-- Opening Marker --
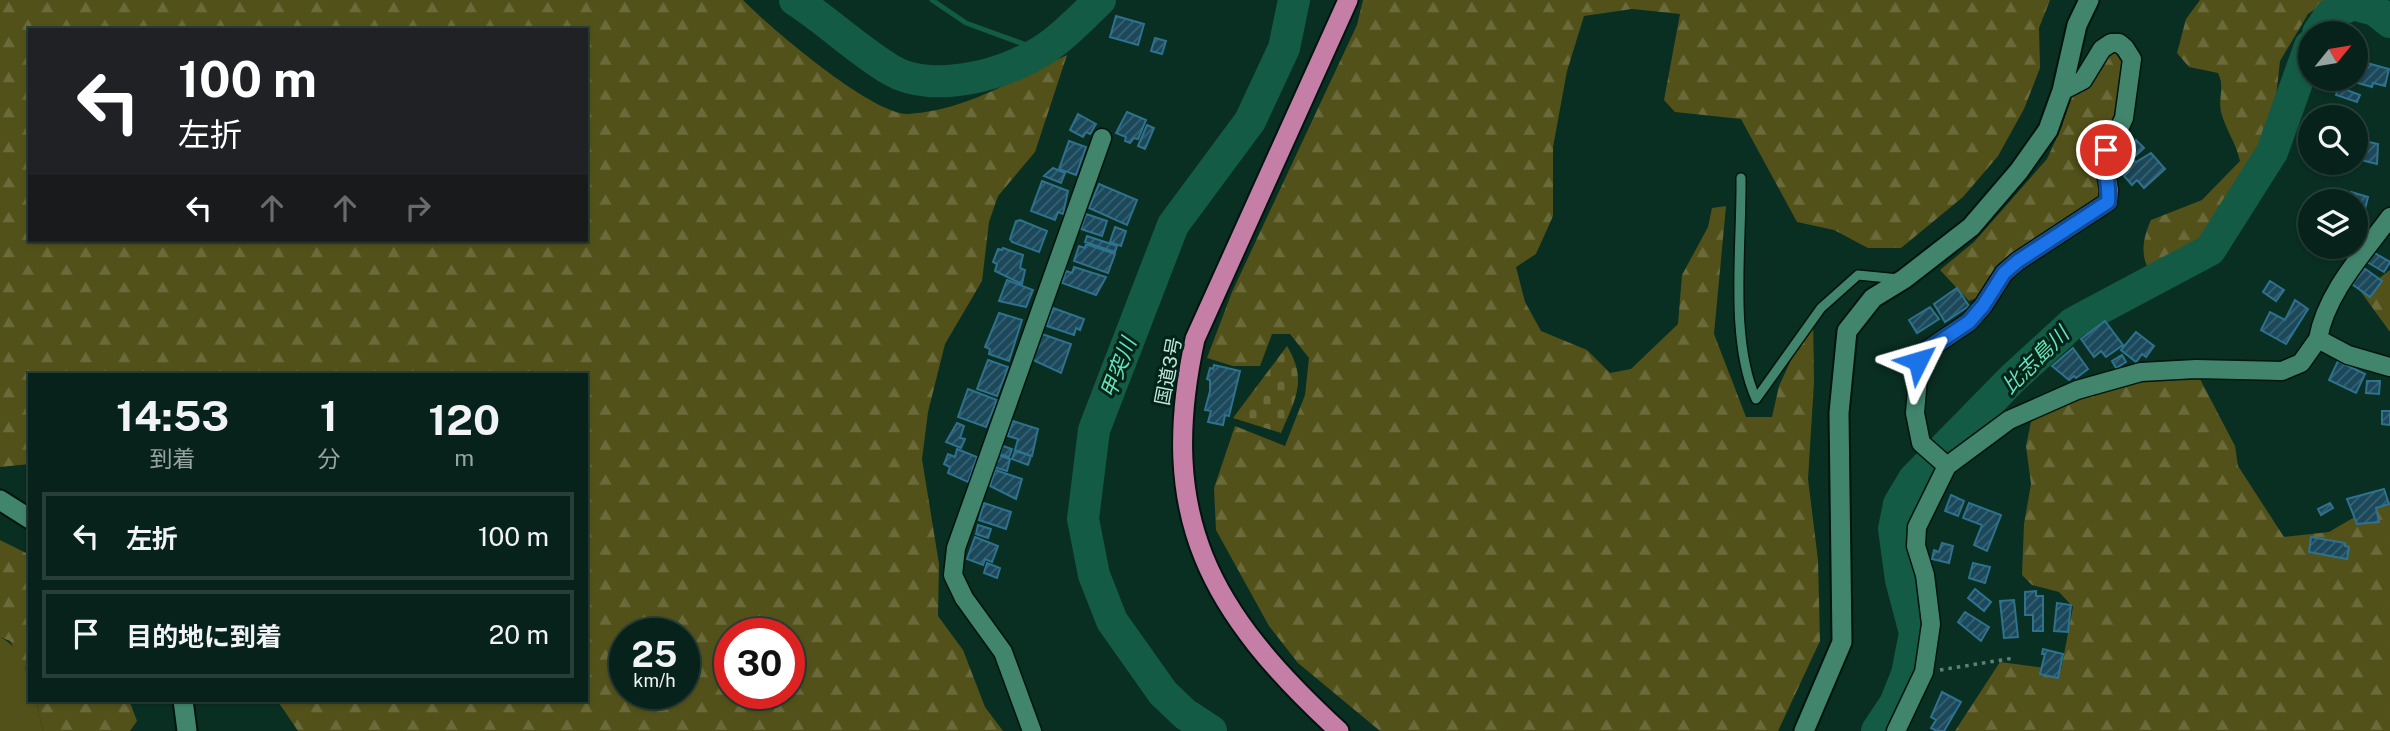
<!DOCTYPE html>
<html lang="ja">
<meta charset="utf-8">
<style>
:root{--surface:#07221a;--page:#102a23;--text:#f1f3f6;--muted:#98a4a2;--line:#283f39}
body{margin:0;font-family:"Public Sans","Noto Sans JP",sans-serif;background:var(--page);color:var(--text);height:100vh;display:flex;flex-direction:column;font-size:26px;white-space:nowrap}
*{box-sizing:border-box;margin:0}
p{font-size:23px;color:var(--muted)}
.icon{flex:none;width:38px;height:38px;fill:none;stroke:currentColor;stroke-width:2;stroke-linecap:round;stroke-linejoin:round}
.map{position:relative;flex:1;overflow:hidden}
.panel{position:absolute;left:28px;top:373px;width:560px;height:329px;display:flex;flex-direction:column;background:var(--surface);border-radius:0px;box-shadow:0 2px 5px #0004,0 0 0 2px var(--line)}
.panel>*{flex:none}
.guide{position:absolute;left:28px;top:28px;width:560px;height:214px;border-radius:0px;box-shadow:0 2px 5px #0004,0 0 0 2px var(--line);background:#202124;color:#fff;overflow:hidden}
.needle{width:46px;rotate:60deg}
.controls{position:absolute;left:2298px;top:21px;display:grid;gap:14px}
.controls a{display:grid;place-items:center;width:70px;height:70px;border-radius:50%;background:var(--surface);box-shadow:0 2px 5px #0004,0 0 0 2px var(--line);font-size:35px}
.speed{position:absolute;left:609px;top:618px;display:flex;gap:14px;font-size:35px;font-weight:700;text-align:center}
.speed>*{display:grid;place-content:center;width:91px;height:91px;border-radius:50%;background:var(--surface);box-shadow:0 2px 5px #0004,0 0 0 2px var(--line);line-height:1}
.speed small{font-size:18px;font-weight:400}
.speed .limit{border:10px solid #d22;background:#fff;color:#111}
.pin{position:absolute;display:grid;place-items:center;width:60px;height:60px;color:#fff;margin:-30px;border:4px solid #fff;border-radius:50%;box-shadow:0 2px 7px #0007}
.me{position:absolute;width:77px;margin:-38px;rotate:50deg;stroke-linejoin:round;filter:drop-shadow(0 0 5px #0008)}
.turn{display:flex;align-items:center;gap:24px;height:147px;padding:0 35px;font-size:32px}
.turn .icon{width:91px;height:91px;stroke-width:2.5}
.turn b{display:block;font-size:49px;line-height:60px}
.lanes{display:flex;align-items:center;height:66px;padding:0 35px;background:#0003;justify-content:center;gap:35px;direction:ltr}
.lanes .off{opacity:.35}
.eta{display:flex;justify-content:space-evenly;align-items:center;height:119px;text-align:center}
.eta b{font-size:42px;font-weight:700;line-height:49px}
ul{padding:0;list-style:none}
li{display:flex;align-items:center;gap:21px;height:88px;margin:0 14px 10px;padding:0 21px;border:4px solid var(--line);border-radius:0px}
li div{flex:1}
li b{display:block;font-size:26px}
li em{font-style:normal}
.map>svg:first-child{display:block}
.green{fill:#53511a}
.forest{fill:url(#forest-firs);fill-rule:evenodd}
.cemetery{fill:url(#cemetery-stones)}
.lines{fill:none;stroke-linecap:round;stroke-linejoin:round}
.stream{stroke:#135b45;stroke-width:5}
.river{stroke:#135b45;stroke-width:32}
.building{fill:url(#building-hatch);stroke:#2f728e;stroke-width:2}
.service-casing{stroke:#01140d;stroke-width:12}
.minor-casing{stroke:#01140d;stroke-width:21}
.tertiary-casing{stroke:#01140d;stroke-width:23}
.trunk-casing{stroke:#01140d;stroke-width:23}
.path{stroke:#5e8174;stroke-width:3.5;stroke-dasharray:3.5 5;stroke-linecap:butt}
.service{stroke:#41856d;stroke-width:9}
.minor{stroke:#41856d;stroke-width:18}
.tertiary{stroke:#41856d;stroke-width:19}
.trunk{stroke:#c57ea6;stroke-width:19}
.route-casing{stroke:#114b97;stroke-width:18}
.route{stroke:#1a73e8;stroke-width:12}
.labels{text-anchor:middle;dominant-baseline:central;stroke-width:6;stroke-linejoin:round;paint-order:stroke}
.street-label{font-size:19px;fill:#c3e4d6;stroke:#002419}
.water-label{font-size:21px;font-style:italic;fill:#68e3b9;stroke:#002419}
</style>
<div class="map">
<svg width="2390" height="731" viewBox="0 0 2390 731">
<defs>
<pattern id="forest-firs" width="22" height="20" patternUnits="userSpaceOnUse" patternTransform="scale(1.75)"><rect width="22" height="20" fill="#53511a"/><path d="M5 1l3.5 6h-7zM16 11l3.5 6h-7z" fill="#6a6a3b"/></pattern>
<pattern id="cemetery-stones" width="16" height="16" patternUnits="userSpaceOnUse" patternTransform="scale(1.75)"><rect width="16" height="16" fill="#53511a"/><path d="M2 7V4a2 2 0 0 1 4 0v3zM10 15v-3a2 2 0 0 1 4 0v3z" fill="#6a6a3b"/></pattern>
<pattern id="building-hatch" width="6" height="6" patternUnits="userSpaceOnUse" patternTransform="scale(1.75)"><rect width="6" height="6" fill="#1b485b"/><path d="M-1 1l2-2M0 6l6-6M5 7l2-2" fill="none" stroke="#3a6272"/></pattern>
</defs>
<rect width="100%" height="100%" fill="#092e22"/>
<path class="green" d="M0,637C23,648 30,676 30,700H36L43,731H0Z"/>
<path class="forest" d="M0,0H743C769,27 872,115 908,114C966,111 1016,78 1067,55L1035,152L998,196L989,222L982,281L945,344L928,412L922,459L939,564L938,616L963,650L985,707L1003,731H298L277,700H586V374H30V464L0,467ZM30,30H586V240H30ZM625,634H684V693H625ZM730,634H789V693H730Z
M1363,0H2050L2039,28L2040,68L2024,109L1998,156L1963,197L1901,248H1868L1834,230L1797,222L1741,119L1675,112L1664,100L1680,14L1632,9L1584,16L1567,71L1553,147V216L1536,254L1516,267L1525,302L1541,331L1587,350L1610,373L1631,369L1678,324L1682,275L1708,227L1712,208L1726,206L1714,334L1746,417H1772L1779,386L1813,313L1814,382L1808,479L1818,560L1820,641L1778,731H1380L1298,663L1269,626L1216,530L1214,488L1235,426L1285,446L1305,395L1309,358L1290,334H1272L1260,366H1233L1207,358L1232,292L1357,25Z
M2200,0H2328L2308,14L2280,61L2275,106L2255,175L2206,262L2177,280L2154,277C2139,259 2142,240 2151,220L2202,200L2240,161C2236,143 2226,130 2221,112C2218,98 2225,87 2218,73L2189,67L2177,53L2186,19Z
M2107,51L2119,52L2125,61L2101,182L2104,198L1995,268L1976,298L1969,301L1940,270L1974,242L2047,159L2062,126L2071,93Z
M2390,270V332L2361,292Z
M2200,379L2235,446L2238,466L2284,537L2329,532L2370,508L2390,502V731H1955L2000,662L2061,670L2073,607L2059,592L2032,585L2022,575L2024,524L2031,484L2026,446L2032,417L2114,387L2152,380Z
M0,540L30,555V676L10,641L0,637Z
M36,700H129L137,721L130,731H43Z"/>
<path class="cemetery" d="M1287,346C1308,381 1295,399 1281,433L1233,418Z"/>
<g class="lines">
<path class="stream" d="M932,0L966,23L1040,50"/>
<path class="river" d="M795,0C828,21 857,50 891,70C934,96 1015,73 1053,43C1069,31 1085,14 1100,0
M2318,33L2330,15L2353,4L2375,10L2390,22
M1211,731L1185,714L1163,693L1112,621L1094,575L1083,519L1094,430L1173,225L1250,121L1284,48L1294,0
M1877,731L1895,704L1907,674L1915,633L1901,580L1894,529L1899,504L1914,479L2013,378L2073,323L2210,250L2272,152L2310,46"/>
</g>
<path class="building" d="M1116,16L1144,24L1138,45L1110,37Z
M1155,38L1166,41L1162,54L1151,51Z
M2356,60L2389,69L2385,86L2373,83L2372,87L2351,81L2356,79Z
M2339,87L2360,95L2357,102L2336,95Z
M1127,112L1146,120L1138,139L1134,138L1130,143L1125,141L1126,137L1116,133Z
M1078,114L1096,124L1090,134L1086,132L1083,137L1070,130Z
M1147,125L1154,128L1145,149L1138,146Z
M2356,139L2378,144L2377,164L2361,160L2360,163L2356,162Z
M2136,140L2144,148L2132,159L2136,162L2151,153L2165,169L2144,188L2137,180L2132,185L2124,176L2129,171L2117,157Z
M1069,141L1086,147L1076,175L1059,169Z
M2329,163H2350L2349,167Z
M1053,168L1065,173L1061,183L1044,176Z
M1042,181L1068,191L1063,214L1058,212L1055,220L1031,211Z
M1099,184L1137,200L1127,225L1089,208Z
M2351,192L2368,197L2363,217L2356,215V201H2348Z
M1086,214L1107,221L1102,236L1081,229Z
M1020,220L1047,231L1039,252L1012,242L1010,239L1016,221Z
M1115,227L1126,231L1121,246L1110,242Z
M1087,236L1117,246L1115,252L1085,242Z
M1086,244L1115,254L1108,273L1074,261L1079,246L1085,248Z
M1003,248L1023,255L1020,268L1025,270L1022,284L995,271L997,264L993,262L998,249L1002,250Z
M2373,252L2390,262L2384,272L2367,262Z
M1074,267L1106,277L1096,295L1062,283L1066,271L1072,273Z
M2364,268L2382,281L2370,297L2352,284Z
M1007,280L1033,290L1026,307L999,301Z
M2270,281L2284,290L2276,301L2263,292Z
M1957,288L1969,306L1945,322L1934,304Z
M2295,300L2308,309L2286,344L2261,330L2270,312L2285,320Z
M1930,307L1939,319L1917,333L1909,320Z
M1053,308L1084,319L1080,330L1076,328L1074,335L1047,326Z
M999,313L1022,320L1009,361L989,354L990,349L985,347Z
M2105,321L2123,345L2106,357L2101,351L2094,357L2081,339Z
M2136,332L2154,346L2146,357L2142,354L2136,362L2121,350Z
M1042,334L1071,344L1061,373L1033,360Z
M2073,348L2088,369L2076,378L2074,376L2069,380L2052,366Z
M2122,355L2126,362L2116,368L2112,361Z
M988,360L1008,367L997,396L977,389Z
M2338,361L2365,374L2356,393L2329,380Z
M1214,365L1240,371L1229,416L1225,415L1223,425L1208,422L1211,411L1205,410L1210,391V380L1207,379L1210,368L1213,369Z
M2367,381H2380L2379,394L2366,393Z
M968,389L997,400L986,427L958,417Z
M2382,411H2390V425L2382,424Z
M1013,421L1038,429L1032,456L1015,450L1018,439L1008,436Z
M957,423L964,426L960,438L965,439L961,448L946,442Z
M1003,446L1012,449L1009,457L1000,454Z
M957,449L977,457L968,482L948,473L950,467L944,464L948,454L955,457Z
M1015,451L1031,456L1028,465L1012,459Z
M998,455L1010,459L1007,471L994,467Z
M995,470L1022,479L1016,499L990,486Z
M2384,489L2389,504L2376,508L2379,522L2357,524L2347,499Z
M1951,495L1964,501L1958,516L1945,511Z
M984,503L1011,512L1006,529L979,520Z
M1969,503L2001,515L1987,551L1974,545L1982,525L1963,518Z
M2330,503L2333,508L2321,515L2318,509Z
M978,525L991,529L988,538L976,534Z
M975,537L998,546L992,562L985,559L983,565L967,559Z
M2311,537L2345,543V546L2349,547L2347,559L2309,552Z
M1942,543L1953,546L1949,563L1932,559L1934,550L1939,552Z
M987,563L1000,568L997,578L984,573Z
M1973,563L1990,567L1985,583L1969,578Z
M1975,589L1991,602L1984,611L1968,598Z
M2036,591V596H2043V631H2033V615H2025V592Z
M2014,600L2018,637L2004,638L2000,601Z
M2057,603L2071,605L2068,632L2054,631Z
M1965,612L1989,627L1981,641L1958,622Z
M2043,649L2063,654L2058,678L2040,674L2045,654H2042Z
M1942,692L1961,702L1944,731H1937L1931,728L1936,720L1931,717Z"/>
<g class="lines">
<defs>
<path id="service" d="M1741,178C1742,245 1729,339 1756,399L1821,308L1858,275L1899,279"/>
<path id="minor" d="M2318,339C2326,293 2363,254 2390,217
M1947,466L1921,443L1915,413L1920,355L1969,322L1983,306L2004,273L2018,261L2108,202L2109,190L2104,161L2124,118L2132,59L2125,48L2119,43H2111L2102,49L2083,80L2062,91
M1032,731L1003,652L964,598L953,575L956,548L1102,138
M1896,731L1924,672L1931,624L1925,575L1916,546L1917,527L1947,466L2009,420L2077,390L2141,372L2196,369L2282,371L2301,363L2318,339L2348,355L2390,367"/>
<path id="tertiary" d="M0,500L30,519
M183,700L187,731
M1804,731L1842,642L1839,413L1847,331L1873,298L1904,279L1971,227L2019,171L2048,130L2062,91L2077,25L2089,0"/>
<path id="trunk" d="M1339,731C1210,612 1156,518 1195,339L1348,0"/>
</defs>
<use href="#service" class="service-casing"/>
<use href="#minor" class="minor-casing"/>
<use href="#tertiary" class="tertiary-casing"/>
<use href="#trunk" class="trunk-casing"/>
<path class="path" d="M1940,670L2014,658"/>
<use href="#service" class="service"/>
<use href="#minor" class="minor"/>
<use href="#tertiary" class="tertiary"/>
<use href="#trunk" class="trunk"/>
</g>
<g class="lines">
<defs>
<path id="route" d="M1918,361L1920,355L1969,322L1983,306L2004,273L2018,261L2108,202C2110,185 2103,168 2106,150"/>
</defs>
<use href="#route" class="route-casing"/>
<use href="#route" class="route"/>
</g>
<g class="labels">
<g class="street-label">
<text transform="translate(1168 371) rotate(-79)">国道3号</text>
</g>
<g class="water-label">
<text transform="translate(2035 360) rotate(-45)">比志島川</text>
<text transform="translate(1118 368) rotate(-69)">甲突川</text>
</g>
</g>
</svg>
<div class="controls">
<a><svg class="needle" viewBox="-14 -14 28 28"><path d="M0-13l5 13h-10z" fill="#e53935"/><path d="M0 13l5-13h-10z" fill="#98a4a2"/></svg></a>
<a><svg class="icon" aria-label="search" viewBox="0 0 24 24"><circle cx="10" cy="10" r="6"/><path d="M15 15l6 6"/></svg></a>
<a><svg class="icon" aria-label="layers" viewBox="0 0 24 24"><path d="M12 4l9 5-9 5-9-5zM3 14l9 5 9-5"/></svg></a>
</div>
<div class="speed"><div>25<small>km/h</small></div><div class="limit">30</div></div>
<div class="pin" style="left:2106px;top:150px;background:#d93025"><svg class="icon" aria-label="arrive" viewBox="0 0 24 24"><path d="M6 21V4h12l-3 4 3 4H6"/></svg></div>
<svg class="me" style="left:1918px;top:361px" viewBox="-20 -20 40 40"><path d="M0-17L14 15 0 8-14 15z" fill="#1a73e8" stroke="#fff" stroke-width="4"/></svg>
<div class="guide">
<div class="turn"><svg class="icon" aria-label="left" viewBox="0 0 24 24"><path d="M17 20v-9H6M10 6l-5 5 5 5"/></svg><div><b>100 m</b>左折</div></div>
<div class="lanes"><svg class="icon" aria-label="left" viewBox="0 0 24 24"><path d="M17 20v-9H6M10 6l-5 5 5 5"/></svg><svg class="icon off" aria-label="ahead" viewBox="0 0 24 24"><path d="M12 20V5M6 11l6-6 6 6"/></svg><svg class="icon off" aria-label="ahead" viewBox="0 0 24 24"><path d="M12 20V5M6 11l6-6 6 6"/></svg><svg class="icon off" aria-label="right" viewBox="0 0 24 24"><path d="M7 20v-9h11M14 6l5 5-5 5"/></svg></div>
</div>
<section class="panel">
<div class="eta">
<div><b>14:53</b><p>到着</p></div>
<div><b>1</b><p>分</p></div>
<div><b>120</b><p>m</p></div>
</div>
<ul>
<li><svg class="icon" aria-label="left" viewBox="0 0 24 24"><path d="M17 20v-9H6M10 6l-5 5 5 5"/></svg><div><b>左折</b></div><em>100 m</em></li>
<li><svg class="icon" aria-label="arrive" viewBox="0 0 24 24"><path d="M6 21V4h12l-3 4 3 4H6"/></svg><div><b>目的地に到着</b></div><em>20 m</em></li>
</ul>
</section>
</div>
-- Closing Marker --
ABOUT THIS TASK:
Going back to the entries above, set down exactly the lines that begin at the one with "M1086,244L1115,254L1108,273L1074,261L1079,246L1085,248Z" and end at the one with "M2364,268L2382,281L2370,297L2352,284Z", both included, and nothing else.

ANSWER FOR THE TASK:
M1086,244L1115,254L1108,273L1074,261L1079,246L1085,248Z
M1003,248L1023,255L1020,268L1025,270L1022,284L995,271L997,264L993,262L998,249L1002,250Z
M2373,252L2390,262L2384,272L2367,262Z
M1074,267L1106,277L1096,295L1062,283L1066,271L1072,273Z
M2364,268L2382,281L2370,297L2352,284Z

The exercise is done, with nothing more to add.